Opt-in ‘creates conflict’

Experts say automatic enrollment, rather than requiring families to opt in, is the only way to ensure widespread participation in the Trump account across all income levels.

“In any of these programs, you’re looking to have a frictionless experience, and anything that creates friction will reduce the participation in the program,” said Brown.

“If welfare program administrators in general, and universal savings account administrators in particular, have learned anything in recent decades, it’s the importance of automatic enrollment,” Nina Olson, executive director and founder of the Taxpayers’ Rights Center, wrote in a January letter to the Treasury Department. “A system that requires manual entry, no matter how uncontroversial, will have a hard time gaining mass adoption.”

If the Treasury automatically established accounts for all eligible participants, it could go a long way toward determining how many children — especially from low-income families — signed up and benefited from the grant, according to a previous study by the Aspen Institute, a nonprofit forum.

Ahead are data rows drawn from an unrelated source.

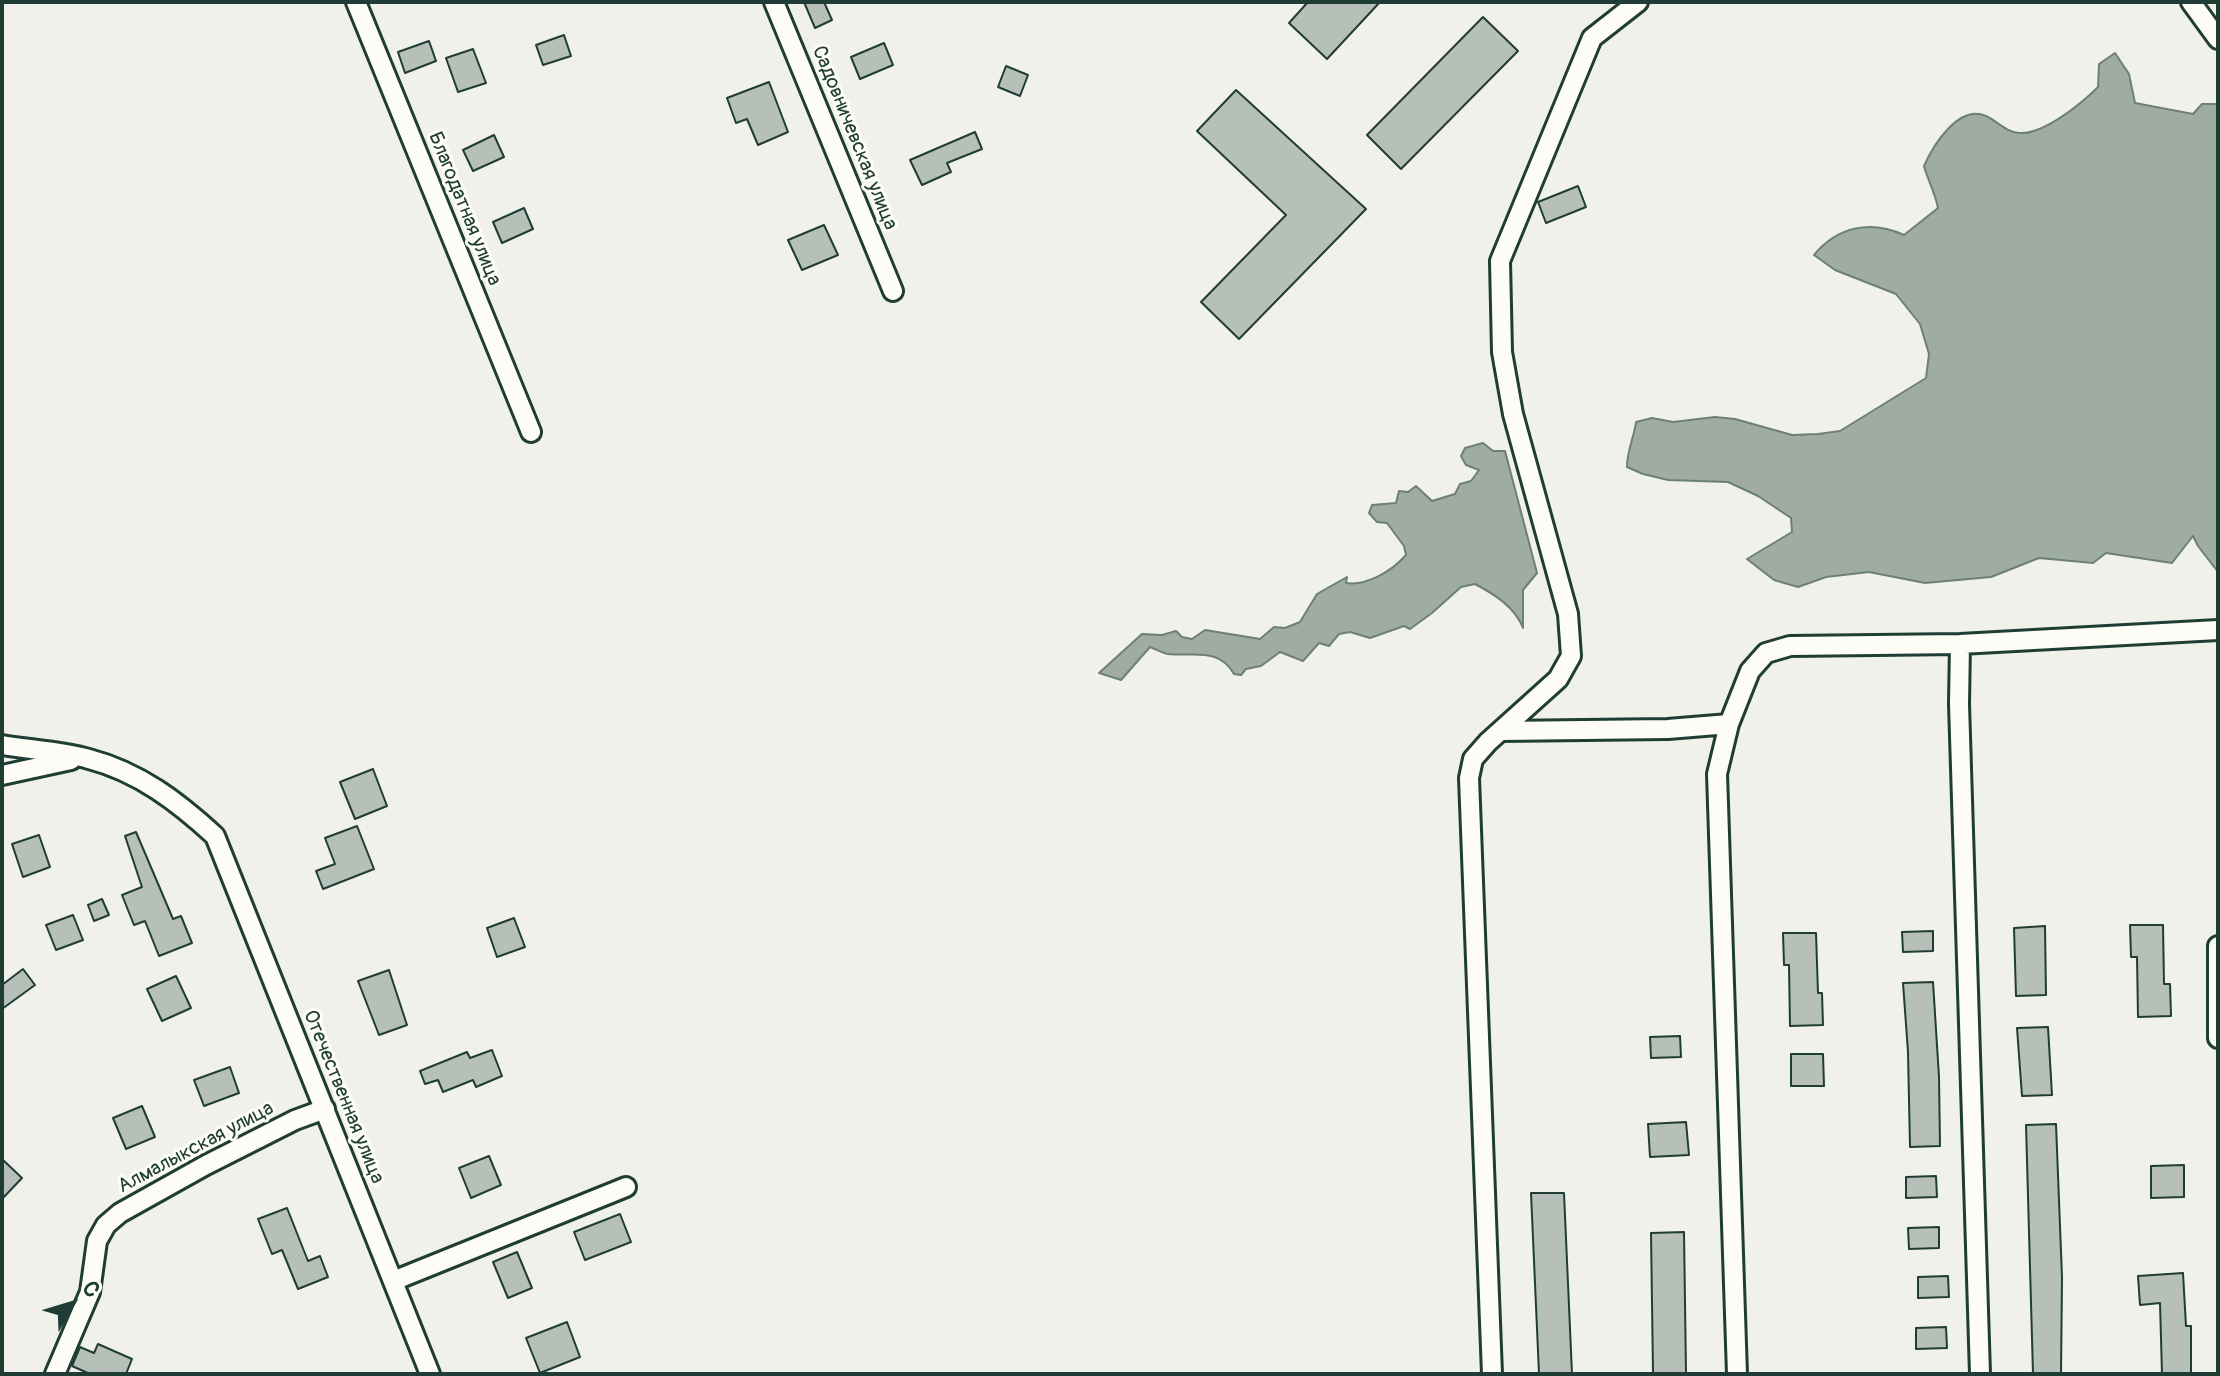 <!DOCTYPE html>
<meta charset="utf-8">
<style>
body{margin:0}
#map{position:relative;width:2220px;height:1376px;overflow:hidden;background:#f0f1eb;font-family:Pangolin,sans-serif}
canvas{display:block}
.frame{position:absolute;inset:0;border:4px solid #1f3d34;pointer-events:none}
.north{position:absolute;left:32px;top:1264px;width:80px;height:80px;-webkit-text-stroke:6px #fdfcf7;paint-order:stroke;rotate:52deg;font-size:22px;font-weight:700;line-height:32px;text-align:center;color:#1f3d34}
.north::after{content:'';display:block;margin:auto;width:28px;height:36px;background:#1f3d34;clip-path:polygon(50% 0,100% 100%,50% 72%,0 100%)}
</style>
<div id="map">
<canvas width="2220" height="1376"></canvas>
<div class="frame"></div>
<div class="north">С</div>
</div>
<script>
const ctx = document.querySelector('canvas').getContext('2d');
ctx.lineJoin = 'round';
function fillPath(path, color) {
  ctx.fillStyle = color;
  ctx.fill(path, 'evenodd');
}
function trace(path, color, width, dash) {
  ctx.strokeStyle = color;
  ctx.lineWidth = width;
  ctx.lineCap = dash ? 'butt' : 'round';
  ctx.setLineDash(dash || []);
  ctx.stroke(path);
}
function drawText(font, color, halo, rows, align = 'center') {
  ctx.font = font + ' Pangolin,sans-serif';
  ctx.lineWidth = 6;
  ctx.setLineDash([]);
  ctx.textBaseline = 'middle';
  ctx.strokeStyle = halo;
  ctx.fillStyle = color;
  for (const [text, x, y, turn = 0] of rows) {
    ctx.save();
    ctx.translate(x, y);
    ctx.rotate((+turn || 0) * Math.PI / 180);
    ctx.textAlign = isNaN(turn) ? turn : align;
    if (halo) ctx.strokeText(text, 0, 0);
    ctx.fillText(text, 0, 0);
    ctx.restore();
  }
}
const water = new Path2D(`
 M 2115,53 L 2129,74 L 2135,103 L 2193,114 L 2202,104 L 2218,104 L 2218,572 L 2198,546 L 2193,536 L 2172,563 L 2106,553 L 2093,563 L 2039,558 L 1991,577 L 1925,583 L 1869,572 L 1826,577 L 1798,587 L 1774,580 L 1747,559 L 1792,532 L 1791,518 L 1758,496 L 1728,482 L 1668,480 L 1643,474 L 1627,467 C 1627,450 1634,438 1636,422 L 1652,418 L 1673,422 L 1715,417 L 1735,419 L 1792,435 L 1818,434 L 1840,431 L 1926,378 L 1929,354 L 1920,324 L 1896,294 L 1835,270 L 1814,255 C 1838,226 1871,220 1904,235 L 1938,208 C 1935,192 1928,181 1924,166 C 1933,146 1958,104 1986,116 C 1997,121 2006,132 2019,133 C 2043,135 2081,104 2098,87 L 2099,64 Z
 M 1483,443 L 1493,451 L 1505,451 L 1537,573 L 1523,590 L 1523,628 C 1515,607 1494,594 1475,584 L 1461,587 L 1432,613 L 1410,629 L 1404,626 L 1370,638 L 1350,632 L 1339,634 L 1329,646 L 1319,643 L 1303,661 L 1280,652 L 1261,666 L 1246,669 L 1241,675 L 1234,674 C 1219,647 1194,657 1168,654 C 1162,653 1156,649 1150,647 L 1121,680 L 1099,673 L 1142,634 L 1162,635 L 1176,631 L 1182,637 L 1192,639 L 1205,630 L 1260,639 L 1274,627 L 1285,628 L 1300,622 L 1317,594 L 1347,577 L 1346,583 C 1367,586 1392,571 1406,555 L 1404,546 L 1387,523 L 1377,522 L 1369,513 L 1372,505 L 1396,503 L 1399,491 L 1408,492 L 1416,486 L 1432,501 L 1455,494 L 1460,484 L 1471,481 L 1479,470 L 1466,465 L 1461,456 L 1465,448 Z`);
fillPath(water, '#9faca4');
trace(water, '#6c8077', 2);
const building = new Path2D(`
 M 804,2 L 824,2 L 832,20 L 815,28 Z
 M 1308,2 L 1380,2 L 1327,59 L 1289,23 Z
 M 1483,17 L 1518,51 L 1401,169 L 1367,135 Z
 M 564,35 L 571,56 L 543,65 L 536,45 Z
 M 429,41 L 436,61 L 405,73 L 398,52 Z
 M 884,43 L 893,65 L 860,79 L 851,57 Z
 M 473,49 L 486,83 L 458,92 L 446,58 Z
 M 1006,66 L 1028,75 L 1020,96 L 998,87 Z
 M 769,82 L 788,132 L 758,145 L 747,119 L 736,123 L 727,98 Z
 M 1236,90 L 1366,209 L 1239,339 L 1201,302 L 1286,215 L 1197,131 Z
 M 975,132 L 982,149 L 947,163 L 951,172 L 922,185 L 910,160 Z
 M 494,135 L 504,157 L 473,171 L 463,150 Z
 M 1578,186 L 1586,207 L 1546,223 L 1538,202 Z
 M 524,208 L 533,229 L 502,243 L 493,222 Z
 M 824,225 L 838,255 L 802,270 L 788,240 Z
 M 373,769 L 387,806 L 355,819 L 340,782 Z
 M 357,826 L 374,869 L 323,889 L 316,871 L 335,864 L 325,838 Z
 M 136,832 L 173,919 L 181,916 L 192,943 L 159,956 L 145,921 L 134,925 L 122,895 L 142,887 L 125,836 Z
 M 39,835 L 50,867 L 23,877 L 12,844 Z
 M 102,899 L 109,915 L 94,921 L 88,905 Z
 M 73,915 L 83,940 L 56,950 L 46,925 Z
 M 514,918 L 525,947 L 497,957 L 487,928 Z
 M 2130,925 L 2163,925 L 2164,984 L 2170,984 L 2171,1016 L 2138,1017 L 2137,957 L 2131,957 Z
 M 2045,926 L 2046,995 L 2016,996 L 2014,928 Z
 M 1933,931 L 1933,951 L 1903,952 L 1902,932 Z
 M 1783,933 L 1816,933 L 1818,993 L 1822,993 L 1823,1025 L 1790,1026 L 1789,965 L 1784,965 Z
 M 23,969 L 35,985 L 2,1009 L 2,985 Z
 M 389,970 L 407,1025 L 379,1035 L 358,981 Z
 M 176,976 L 191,1008 L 162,1021 L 147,989 Z
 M 1933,982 L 1939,1077 L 1940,1146 L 1910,1147 L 1908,1052 L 1903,983 Z
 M 2048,1027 L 2052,1095 L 2022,1096 L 2017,1028 Z
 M 1680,1036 L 1681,1057 L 1651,1058 L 1650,1037 Z
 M 492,1050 L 502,1076 L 476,1087 L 473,1080 L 443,1092 L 438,1080 L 425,1084 L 420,1071 L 467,1052 L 470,1058 Z
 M 1791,1054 L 1823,1054 L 1824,1086 L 1791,1086 Z
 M 230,1067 L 239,1093 L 204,1106 L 194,1080 Z
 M 142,1106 L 155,1137 L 126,1149 L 113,1118 Z
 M 1686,1122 L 1689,1155 L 1650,1157 L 1648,1124 Z
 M 2056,1124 L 2062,1277 L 2061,1374 L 2033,1374 L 2026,1125 Z
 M 489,1156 L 501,1185 L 471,1198 L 459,1168 Z
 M 2,1159 L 22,1178 L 2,1199 Z
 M 2184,1165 L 2184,1197 L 2151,1198 L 2151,1166 Z
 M 1936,1176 L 1937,1197 L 1906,1198 L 1906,1177 Z
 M 1531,1193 L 1564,1193 L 1572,1374 L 1539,1374 Z
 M 287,1208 L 308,1261 L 320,1256 L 328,1277 L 298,1289 L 282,1250 L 272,1254 L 258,1219 Z
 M 620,1214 L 631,1242 L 585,1260 L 574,1232 Z
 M 1939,1227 L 1939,1248 L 1909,1249 L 1908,1228 Z
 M 1684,1232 L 1686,1373 L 1653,1373 L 1651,1233 Z
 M 517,1252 L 532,1288 L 508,1298 L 493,1262 Z
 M 2183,1273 L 2186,1326 L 2191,1326 L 2191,1374 L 2162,1374 L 2160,1303 L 2140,1305 L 2138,1276 Z
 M 1948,1276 L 1949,1297 L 1918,1298 L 1918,1277 Z
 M 567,1322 L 580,1357 L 540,1373 L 526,1338 Z
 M 1946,1327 L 1947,1348 L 1916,1349 L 1916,1328 Z
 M 98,1344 L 132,1359 L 126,1374 L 90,1374 L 72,1366 L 80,1347 L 94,1353 Z`);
fillPath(building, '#b6bfb8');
trace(building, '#1f3d34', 2);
const street = new Path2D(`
 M 356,2 L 531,432
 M 774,2 L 893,291
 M 2191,2 L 2218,39
 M 1960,644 L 1959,704 L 1980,1374
 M 1729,724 L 1717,774 L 1737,1374
 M 1501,731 L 1668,729 L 1729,724 L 1750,671 L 1766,653 L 1790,646 L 1960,644 L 2218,630
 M 2,745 C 31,750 61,751 89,759 C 139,772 178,802 215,836 L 430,1374
 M 2,775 L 71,760
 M 2218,946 L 2218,1038
 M 393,1281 L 626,1187
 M 55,1374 L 90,1292 L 97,1241 L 106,1225 L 120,1213 L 206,1165 L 295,1120 L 325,1109
 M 1492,1374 L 1469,778 L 1473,759 L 1488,742 L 1558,679 L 1571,656 L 1568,614 L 1513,414 L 1502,352 L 1500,261 L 1592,38 L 1638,2`);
trace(street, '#1f3d34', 24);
trace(street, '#fdfcf7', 18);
drawText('20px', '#1f3d34', '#fdfcf7', [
 ["Садовничевская улица",854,138,68],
 ["Благодатная улица",464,209,68],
 ["Отечественная улица",343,1097,68],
 ["Алмалыкская улица",196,1148,-28]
]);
</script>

The investment gap is likely to persist

Even among those who have already opened a Trump Account in a child’s name, family contributions would also vary widely by income, which could compound inequality over time and concentrate benefits among higher-income families, some experts say.

“A wealthy family can build a nest egg of $150,000 by the time their child turns 30. Meanwhile, a child from a low-income family will likely be left with $2,500,” Connecticut state treasurer Erick Russell said in a 2025 statement.

Projections by TrumpAccounts.gov show that the accounts could grow to $15,000 by the time the beneficiary turns 20, assuming no other contributions beyond the Treasury Department’s seed money. That compares to $742,000 if parents also contributed the maximum $5,000 each year. These estimates are based on US stock markets up 10%.